Survival Eating: How Extreme Hunger Rewires Food Disgust

by | Jun 4, 2026 | Frame Fuel - Post

 

You’ve probably never been in a situation where you have to drink your own piss, and hopefully you never will. Unfortunately for some people, this is a situation they find themselves in. It’s a choice, eat and drink something disgusting to survive, or die. Seems easy, but do you think you could get over this disgust, and do what you had to do to survive. Well, science suggests you can.

Dr Sarita Robinson is a survival psychologist, and she explains what goes on in survival situations to help you get over your revulsion. “As your blood glucose drops, there is a specific part of the brain that starts to turn off. The ACC regulates your feelings of disgust, and what you will and won’t ingest. Our bodies recognise that it is more important to get energy, and we have to bear with it and eat what’s available.”

Disgust is one of the human emotions that is completely universal, and reactions like wrinkled noses, narrow eyes, and pulling yourself back from something can be read by anyone, but in a survival situation overcoming these reactions can be essential to survival, and you can even learn to like objectively disgusting things.

“There’s the fascinating story of Steven Callahan, who wrote ‘Adrift, 76 days lost at sea’ based on his experience. He survived on a little life raft for weeks, and had to start looking at ways to survive,’ says Robinson. “What he said was that he really liked eating fish eyes. He was eating them like skittles, and the best bit was when the eyeballs burst and he got a bit of extra fluid.

“Now I don’t know about you, but the eyes aren’t normally the prime bit of fish that I go for. It’s really fascinating how much our hunger moderates our sense of disgust.”

Cows head served with Ice Cream
Cuisines in other cultures can, to outsiders, be disgusting (Credit: Greger Ravik)

Survival situations don’t just apply to when you find yourself stranded in the wilderness. Pregnancy is a survival situation, and the stakes are double. It’s suddenly not just your own life you have to consider. “When women are in their first trimester they get much more sensitive to disgust,” explains Robinson. “When you think about you’re immune system, you probably think about antibodies floating around your body, but actually the first level of defence is actually behavioural.

“If you saw someone sneezing and vomiting, you’d probably try and avoid them- that’s part of the immune system, and it’s the same as avoiding disgusting food.
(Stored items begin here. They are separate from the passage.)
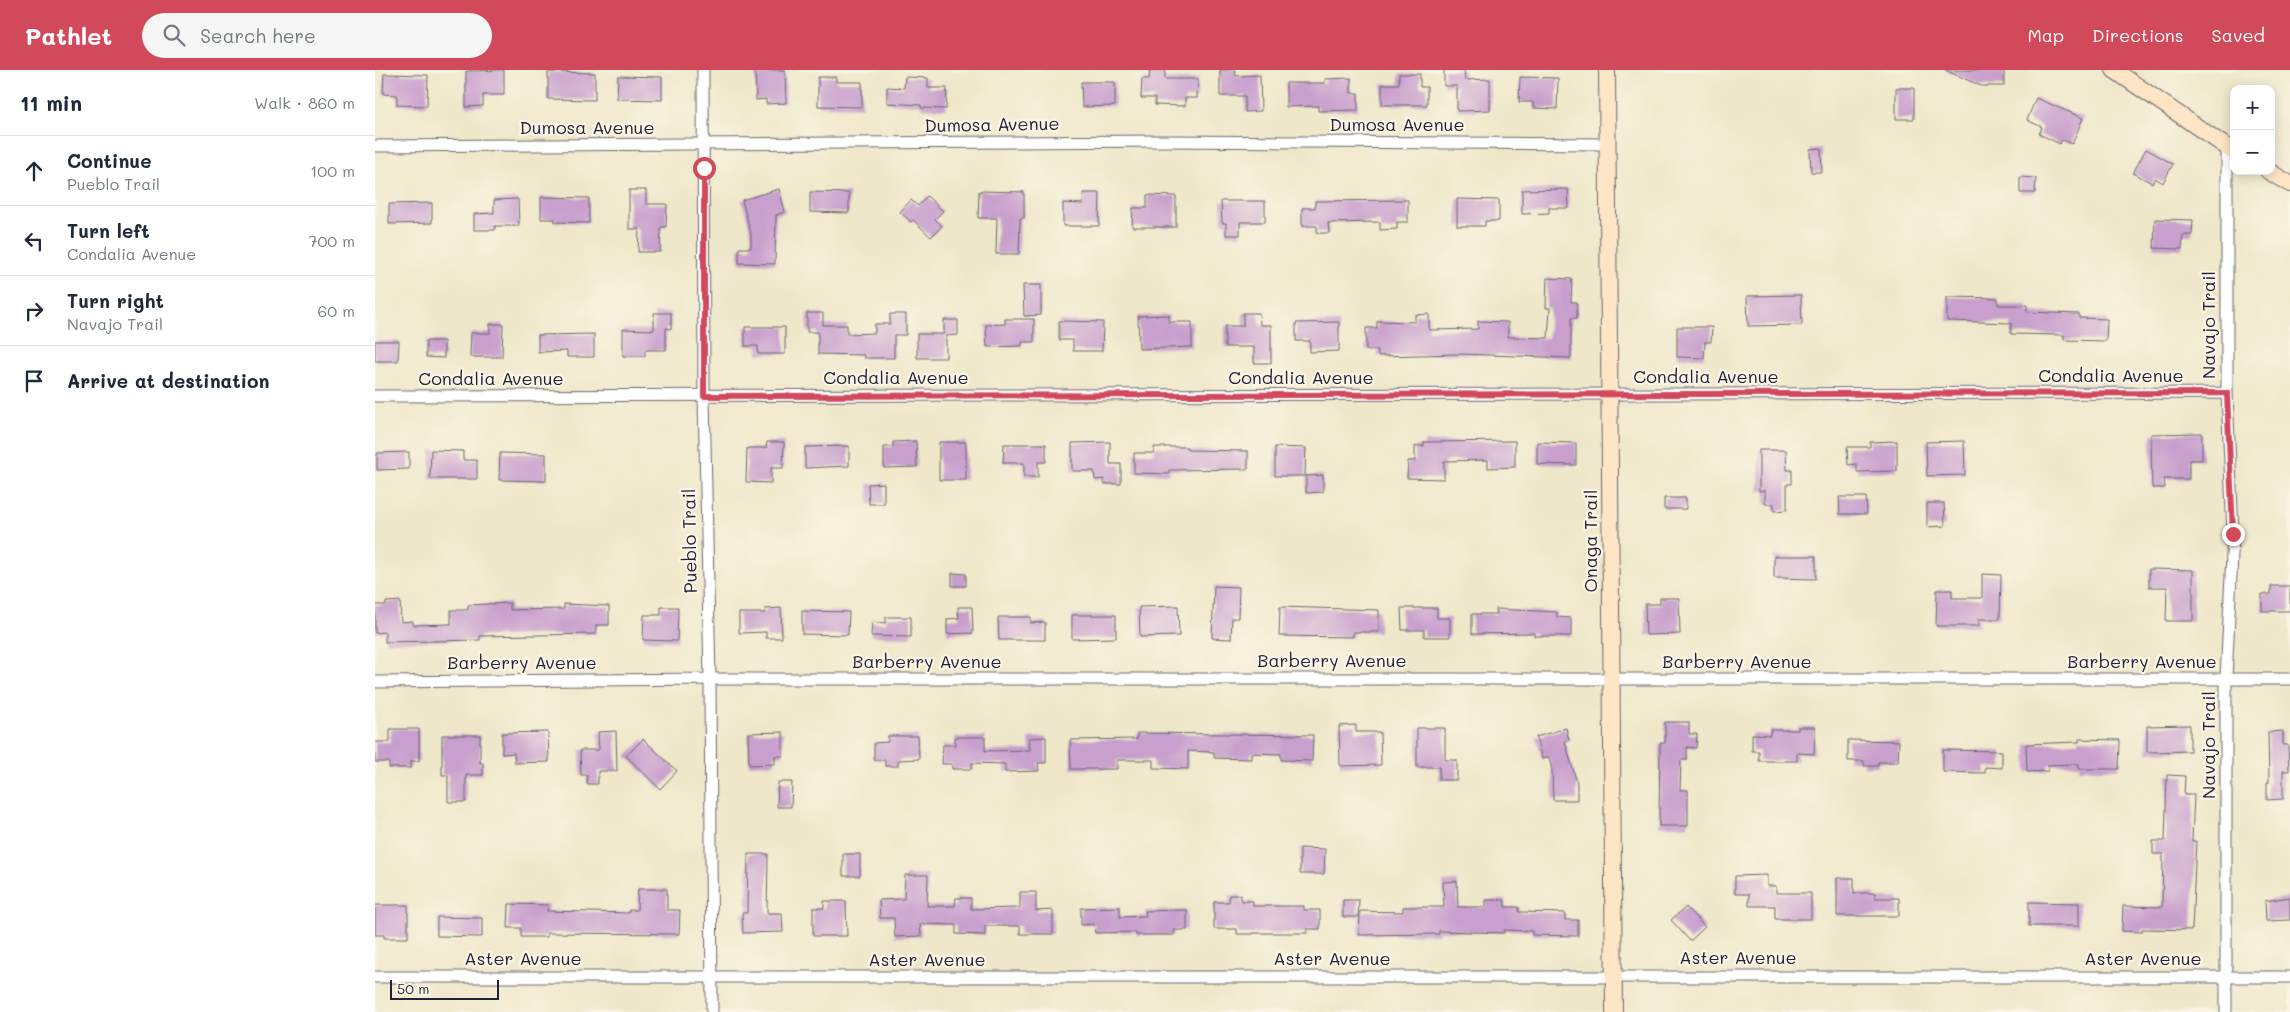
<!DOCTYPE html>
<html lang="en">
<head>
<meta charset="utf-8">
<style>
	body { margin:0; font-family:Mali,sans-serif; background:#f6f6f7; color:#1f2937 }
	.controls { position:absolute; right:15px; top:15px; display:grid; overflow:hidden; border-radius:10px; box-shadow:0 2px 12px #0003 }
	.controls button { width:45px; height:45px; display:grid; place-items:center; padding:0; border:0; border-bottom:1px solid #e0e1e3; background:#fff; color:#1f2937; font:25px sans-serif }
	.scale { position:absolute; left:15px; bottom:12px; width:109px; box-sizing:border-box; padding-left:5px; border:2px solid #22223b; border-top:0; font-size:14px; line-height:18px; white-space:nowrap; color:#22223b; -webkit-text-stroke:4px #fcf5e5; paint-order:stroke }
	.stop { position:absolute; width:15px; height:15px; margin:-11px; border:4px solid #d1495b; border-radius:50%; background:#fff }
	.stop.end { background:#d1495b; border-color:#fff; box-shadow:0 1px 5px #0008 }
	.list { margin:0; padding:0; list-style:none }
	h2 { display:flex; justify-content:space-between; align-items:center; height:65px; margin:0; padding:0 20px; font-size:21px }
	h2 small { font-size:16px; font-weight:400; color:#747a83 }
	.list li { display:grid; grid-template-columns:32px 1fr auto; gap:15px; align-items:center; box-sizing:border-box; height:70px; padding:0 20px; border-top:1px solid #e0e1e3 }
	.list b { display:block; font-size:19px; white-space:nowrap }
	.list p { margin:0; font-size:16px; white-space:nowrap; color:#747a83 }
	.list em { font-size:16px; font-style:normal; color:#747a83 }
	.icon { flex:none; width:28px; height:28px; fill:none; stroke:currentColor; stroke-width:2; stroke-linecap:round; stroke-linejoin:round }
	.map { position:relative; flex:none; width:1915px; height:942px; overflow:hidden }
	header { display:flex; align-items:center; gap:30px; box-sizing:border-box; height:70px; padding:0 25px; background:#d1495b; color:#fff }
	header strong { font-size:24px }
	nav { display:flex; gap:28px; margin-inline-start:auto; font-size:18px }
	.search { width:350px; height:45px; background:#f6f6f7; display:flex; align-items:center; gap:12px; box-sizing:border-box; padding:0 18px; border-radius:28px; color:#747a83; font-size:19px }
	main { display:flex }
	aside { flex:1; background:#fff }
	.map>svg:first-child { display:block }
</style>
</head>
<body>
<header>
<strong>Pathlet</strong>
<div class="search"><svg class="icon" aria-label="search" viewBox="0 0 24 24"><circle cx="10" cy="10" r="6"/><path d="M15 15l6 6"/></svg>Search here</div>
<nav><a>Map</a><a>Directions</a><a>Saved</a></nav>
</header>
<main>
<aside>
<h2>11 min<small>Walk · 860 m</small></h2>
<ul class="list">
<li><svg class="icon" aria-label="ahead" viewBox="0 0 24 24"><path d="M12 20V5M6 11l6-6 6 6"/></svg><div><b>Continue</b><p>Pueblo Trail</p></div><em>100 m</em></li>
<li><svg class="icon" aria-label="left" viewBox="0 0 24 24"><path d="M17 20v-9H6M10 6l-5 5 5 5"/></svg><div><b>Turn left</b><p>Condalia Avenue</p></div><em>700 m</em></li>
<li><svg class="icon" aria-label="right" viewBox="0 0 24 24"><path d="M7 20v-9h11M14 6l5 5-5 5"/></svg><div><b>Turn right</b><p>Navajo Trail</p></div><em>60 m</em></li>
<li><svg class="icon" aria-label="arrive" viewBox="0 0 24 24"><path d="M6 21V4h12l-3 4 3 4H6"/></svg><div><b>Arrive at destination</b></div></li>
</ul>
</aside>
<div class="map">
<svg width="1915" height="942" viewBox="0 0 1915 942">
	<rect width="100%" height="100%" fill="#fcf5e5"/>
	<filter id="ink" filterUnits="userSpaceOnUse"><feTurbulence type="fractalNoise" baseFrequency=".02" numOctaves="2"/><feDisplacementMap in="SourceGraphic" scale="10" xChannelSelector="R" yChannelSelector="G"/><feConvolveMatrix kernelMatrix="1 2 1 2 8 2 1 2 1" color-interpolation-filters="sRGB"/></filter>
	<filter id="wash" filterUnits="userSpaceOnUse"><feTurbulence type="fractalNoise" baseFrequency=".0096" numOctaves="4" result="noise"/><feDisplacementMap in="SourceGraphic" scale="20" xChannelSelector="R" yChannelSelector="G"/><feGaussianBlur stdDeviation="1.12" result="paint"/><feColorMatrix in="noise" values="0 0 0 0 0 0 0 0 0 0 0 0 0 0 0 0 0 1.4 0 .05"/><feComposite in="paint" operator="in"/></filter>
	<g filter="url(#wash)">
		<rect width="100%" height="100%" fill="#eee7c9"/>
		<g id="blocks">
			<path fill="#c89fcd" d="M129,0V25H108V36L91,37V1Z
				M380,0H410L411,33L391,34V29L381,30Z
				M775,0H790V9H823L822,28H810V36L780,35V28H766L767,9H774Z
				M845,0H860L861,6L885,5L886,41L870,42V26H845Z
				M1069,0H1089L1090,10L1115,9V40L1082,41V16H1069Z
				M1570,0H1629V16H1606Z
				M173,2L220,3V30L173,29Z
				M9,4L53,5L52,36L22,35V25L8,24Z
				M1024,4H1045V17H1052V35H1007V14H1024Z
				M243,6L287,7V30L242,29Z
				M443,7H461V12H487V37L443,36Z
				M530,7L553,8V18H572L571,39L546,38V35L512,33V17L529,18Z
				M1145,7L1183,8L1182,39L1158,38V32H1144Z
				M976,8V23H983V40L943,41V36L911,37V13H950V9Z
				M706,12H740V36L707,37Z
				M1521,18H1539V49H1521Z
				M1661,28L1708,48L1697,74L1687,70L1685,74L1664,64L1667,57L1652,50Z
				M1446,78L1447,102H1436L1435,79Z
				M1771,79L1798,94L1788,113L1780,108L1777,113L1758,103Z
				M1645,107L1661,108L1660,123H1645Z
				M404,119L410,142L401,145L400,194L364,193V178H376V164L367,130Z
				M1193,119L1194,138H1174V143L1147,144V120Z
				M254,120H271V134H292L291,157H286L285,182H263L264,159H254Z
				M604,121L649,122V148H645L644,184H621L622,148H603Z
				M435,122L474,123V143L435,142Z
				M709,123H725L724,156H688V133L708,134Z
				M772,125L801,126V157H757L758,138H772Z
				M552,126L568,141L560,149L567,156L556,167L538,150L536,152L525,142L536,130L543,136Z
				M166,127L214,128V153L180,152V149H166Z
				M143,129L144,156H120V160H99V144L119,143V130Z
				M1082,129L1124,130V151H1110V156H1082Z
				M1033,130V152H1022V159L1005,160V152L953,153L954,163H942V156H927V138H940V131Z
				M846,131H890V152H865V165H851V153H847Z
				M57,133V153L14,154V134Z
				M1780,149L1818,150L1817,165H1808L1807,179L1779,178Z
				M1172,208L1197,209L1196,232H1202V248H1196V288L1086,284L1003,286V280H991V258H1002V251L1040,252V245L1054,244V260L1103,259V251L1133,252V267L1173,268L1175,238H1171Z
				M648,215H666V245L649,246Z
				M1426,225L1427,255L1373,256L1372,226Z
				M1572,227L1623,228V235H1652V242L1704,244V248L1732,249L1731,271L1689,270V265L1636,264V253L1572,251Z
				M279,243H296V259L291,258V280H270V286H248V259L279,260Z
				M432,243H448V255H472V264L500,263V254H515V244H531V265H519V288H489V285L443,284V262H432Z
				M868,243H884L885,255H896V293H879V277H850V256H868Z
				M794,245V252H817V277L764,279L763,246Z
				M630,249H659V272H647V276L612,277L611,255L630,254Z
				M569,250H583V265L571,266V288H542V264H569Z
				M684,251L728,252L727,281H698V270H684Z
				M964,252V281L935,282V271H921V253Z
				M115,254H128L127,287H95L96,263H115Z
				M370,257H410V284H383V276H370Z
				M1302,257H1337L1336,272H1330L1329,288L1302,287Z
				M219,264V287H192V281L163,282V265Z
				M0,271H24L23,291H0Z
				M51,271H69V288L51,287Z
				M1827,363V390H1814V409H1789L1790,418H1777L1776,364Z
				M541,371L542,397L509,398V377H518V372Z
				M1140,371V397L1113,398V390L1069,391V409L1032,408L1033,391H1040V376H1049V372Z
				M1522,371V401L1482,402V394L1473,395L1472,377H1495V372Z
				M1589,371L1590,405L1552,406L1551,372Z
				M392,372H409L408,398H396V413L371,412L372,378H391Z
				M564,372H591V410H564Z
				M735,372V394H746V414H729V409L720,410L719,401H697V373Z
				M1162,372L1201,373V395L1162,394Z
				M629,374H671V392H663V407H649V393H628Z
				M474,376V396L430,398V377Z
				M779,377H812V380L873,381V399L794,400V404L759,403V383H779Z
				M900,377L931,378L930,406H900Z
				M56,380L88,381V390H102V409H55Z
				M1384,380H1411L1412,400H1417V414H1412V440L1399,441V434H1390V421H1384Z
				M34,382V399L2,400V383Z
				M125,383L171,384V411L124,410Z
				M948,405V422L931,423V406Z
				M509,413V434H494L493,414Z
				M1464,427H1491L1492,444H1465Z
				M1289,428H1311V439H1289Z
				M1552,433H1569L1570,456L1552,457Z
				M1399,486H1441V509L1399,508Z
				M1774,499L1818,500V551H1791L1792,517H1774Z
				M577,503L591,504V516H577Z
				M1607,504L1626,505L1625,549H1604V556H1561L1562,520H1577V528H1607Z
				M839,516L864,517L863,548H857L856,569L837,568Z
				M1896,516H1915V541H1887V524H1896Z
				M1285,528H1304L1305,564L1271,565L1270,534H1285Z
				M25,531L26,552L38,551V555L76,554V540H93V535L135,533V540L189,539V534L234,536V555H221V564L105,566V570L10,572V562L0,563V535H11V532Z
				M803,536L804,566L765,567L764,537Z
				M286,537H303L302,571L268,570L269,545H286Z
				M583,537H597L598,563L572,564V549L584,548Z
				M905,537L1004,540V562H978V567L904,566Z
				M406,538L407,568H391V562L364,563V543H390V539Z
				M1026,538H1062V548H1075V567H1049V560H1027Z
				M1121,539L1182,542V547L1196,548V566H1159V563L1097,564V544H1122Z
				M427,541L474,542L473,565L427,564Z
				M697,545H741V568L697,569Z
				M511,547H536V567L496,566L497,552L511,553Z
				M623,547H656V553L670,552V570H624Z
				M1290,652H1314V664H1322L1321,678L1312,677V690H1306L1305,720H1313V756H1284L1285,673H1290Z
				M981,655V662H1005L1006,695L965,696L964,656Z
				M1815,655V681L1772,682V656Z
				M1423,657H1440L1439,684L1422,683V691H1384V681H1377V664L1395,665V660H1423Z
				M1042,658H1070V690H1082V710H1064V697H1042Z
				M1191,658L1194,670L1190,671L1202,713V730H1178L1177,700L1174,687L1167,689L1161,667Z
				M15,659H44V691H36V698H14V692H0V672H15Z
				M241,661L242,701H223V714H212V705H206L205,680H224L223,662Z
				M1908,661V675H1913L1914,701H1908V729L1892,730V713H1894L1893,662Z
				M173,662L174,692L140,693L139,683L127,684V663Z
				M408,662V686H400V694L374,695L373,663Z
				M762,663L938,665L937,691L906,690V684L876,683V689L839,688V682L813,681V699L778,698V690H742V699H696L695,670L762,669Z
				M67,665H105V693H108V705H91V732H73V705H67Z
				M513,666H543L544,689L523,690V696H510V690H499V673L513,672Z
				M580,667H610V681L655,680L654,668L671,667V693H663L664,701L630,702V694L597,693V699H577V694H567L568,675H580Z
				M268,669L302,701L285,719L251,686Z
				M1704,669L1745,670L1744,699H1704V694L1673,695V701L1652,702L1651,674L1704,672Z
				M1473,670L1524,671L1523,692H1503V696H1489V691H1473Z
				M1568,680L1627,681V698L1610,697V703L1568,702Z
				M1792,705L1810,706L1809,725H1819L1817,771H1821L1817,860L1767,859V862L1747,861L1748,836L1787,837L1788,784H1778V771H1790Z
				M403,712H417L416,737H402Z
				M925,778L950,779L949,804H925Z
				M373,784H393L392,843H407L408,862L368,863L367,843H372Z
				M468,784H485V806H468Z
				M530,805H553L552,836H580L581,828H596V839L645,838V822H661V841L678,840V864H645V856H610V865L581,864V855L545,854L546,866L520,867L519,848H505L504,830L529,829Z
				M1392,805V816H1401V823H1436V849H1400V836H1374V824H1360V806Z
				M1462,808H1479V823H1500V828H1524V846H1462Z
				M1082,811L1083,837H1111V830H1130V837H1144V842L1190,843V850H1203V866L1157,865V861L1129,860V863L1064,861V864L984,865L985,841L1028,842V837H1069L1068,812Z
				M263,819H292V840H305L304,864L172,863V867H146V858H133L134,834L173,835L172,841L254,843V840H262Z
				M854,825H866V831H878V836H929V840H945V859H932V863H878V864H862V859H839V832H854Z
				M1915,827V850L1891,851L1890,831Z
				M968,830H984L983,847H968Z
				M449,831H471L472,866H438V838H449Z
				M1654,832L1704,833V856H1654Z
				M0,835H33V868H9V865H0Z
				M745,837V847L771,846L770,841L812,840V860H799V865H761V862L720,863L719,854L706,855V838Z
				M1311,837L1330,857L1315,871L1296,850Z
				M62,847L107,848V867L62,866Z"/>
		</g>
	</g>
	<g filter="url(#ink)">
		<use href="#blocks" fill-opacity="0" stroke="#69676d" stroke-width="1"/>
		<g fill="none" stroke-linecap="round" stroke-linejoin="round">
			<defs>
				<path id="street" d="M328,0L329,326L335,609L337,942
					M0,76L788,71L1234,74
					M0,326L1852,323
					M0,612L335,609H1915
					M0,907H1915
					M1851,942V609L1858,464L1852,323V77"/>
				<path id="secondary" d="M1232,0L1239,942
					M1739,0L1859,82
					M1893,101L1915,114"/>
			</defs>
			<use href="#street" stroke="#69676d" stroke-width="13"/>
			<use href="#secondary" stroke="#69676d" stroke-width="18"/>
			<use href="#street" stroke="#fff" stroke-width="11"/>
			<use href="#secondary" stroke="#fde5c5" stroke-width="16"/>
		</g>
	</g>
	<g fill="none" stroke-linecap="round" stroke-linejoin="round" filter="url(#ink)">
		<path stroke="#d1495b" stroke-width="6" d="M329,98V326L1852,323L1858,464"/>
	</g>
	<g text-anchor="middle" stroke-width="4.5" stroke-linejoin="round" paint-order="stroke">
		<g font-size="18" fill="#22223b" stroke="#fcf5e5">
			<text transform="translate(617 55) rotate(-1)" y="6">Dumosa Avenue</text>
			<text x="1022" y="61">Dumosa Avenue</text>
			<text x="212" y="64">Dumosa Avenue</text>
			<text transform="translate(1834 255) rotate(-90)" y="6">Navajo Trail</text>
			<text x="1736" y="312">Condalia Avenue</text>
			<text x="1331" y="313">Condalia Avenue</text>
			<text x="521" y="314">Condalia Avenue</text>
			<text x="926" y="314">Condalia Avenue</text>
			<text x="116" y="315">Condalia Avenue</text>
			<text transform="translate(315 471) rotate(-91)" y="6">Pueblo Trail</text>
			<text transform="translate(1216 471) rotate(-90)" y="6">Onaga Trail</text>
			<text x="957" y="597">Barberry Avenue</text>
			<text x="552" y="598">Barberry Avenue</text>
			<text x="1362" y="598">Barberry Avenue</text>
			<text x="1767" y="598">Barberry Avenue</text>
			<text x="147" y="599">Barberry Avenue</text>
			<text transform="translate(1834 675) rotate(-90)" y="6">Navajo Trail</text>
			<text x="1363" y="894">Aster Avenue</text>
			<text x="148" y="895">Aster Avenue</text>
			<text x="957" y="895">Aster Avenue</text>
			<text x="1768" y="895">Aster Avenue</text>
			<text x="552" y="896">Aster Avenue</text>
		</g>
	</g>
</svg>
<div class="controls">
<button>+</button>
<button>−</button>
</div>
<div class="scale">50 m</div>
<div class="stop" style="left:329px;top:98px"></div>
<div class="stop end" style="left:1858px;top:464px"></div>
</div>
</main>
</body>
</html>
Pregnancy accentuates this.”

One benefit that can come out of these sort of survival situations is that you can unlearn cultural behaviours. It’s no secret that sometimes when you go to a foreign country, you can experience a little trepidation in eating their odd cuisine. “This is a learnt behaviour,” explains Robinson, “if you are bought up in a society where food is scarce, and you don’t have the luxury of eating the more sterile parts of the animal, then you could end up eating a sheep’s head or something like that.

“But cultures also evolve, if you look at Britain 50 years ago, we used to eat things like tripe, offal and animal hearts, it’s not unfeasible to think that we could go back to eating like this if supply chains faulter.”

What can happen, however, if you spend enough time with a different culture, you can get used to eating food you previously thought of as disgusting. “Obviously when you get back into society after being in the wilderness you don’t carry on drinking your wee,” explains Robinson, “but you can change perspectives on foods though. I’ve really gained a taste for century eggs. Once you get over the colour and idea of them, they’re really tasty.”

Century eggs are made by preserving eggs in clay, ash, salt, and quicklime for several weeks (Credit: Laughlin Elkind)

You can turn your nose up at anything, and for a lot of the things mentioned here you would be more than within your rights to do so. You never know though, one day you could be in a situation where fish eyes do become skittles for you, and put aside your trepidations in the name of survival.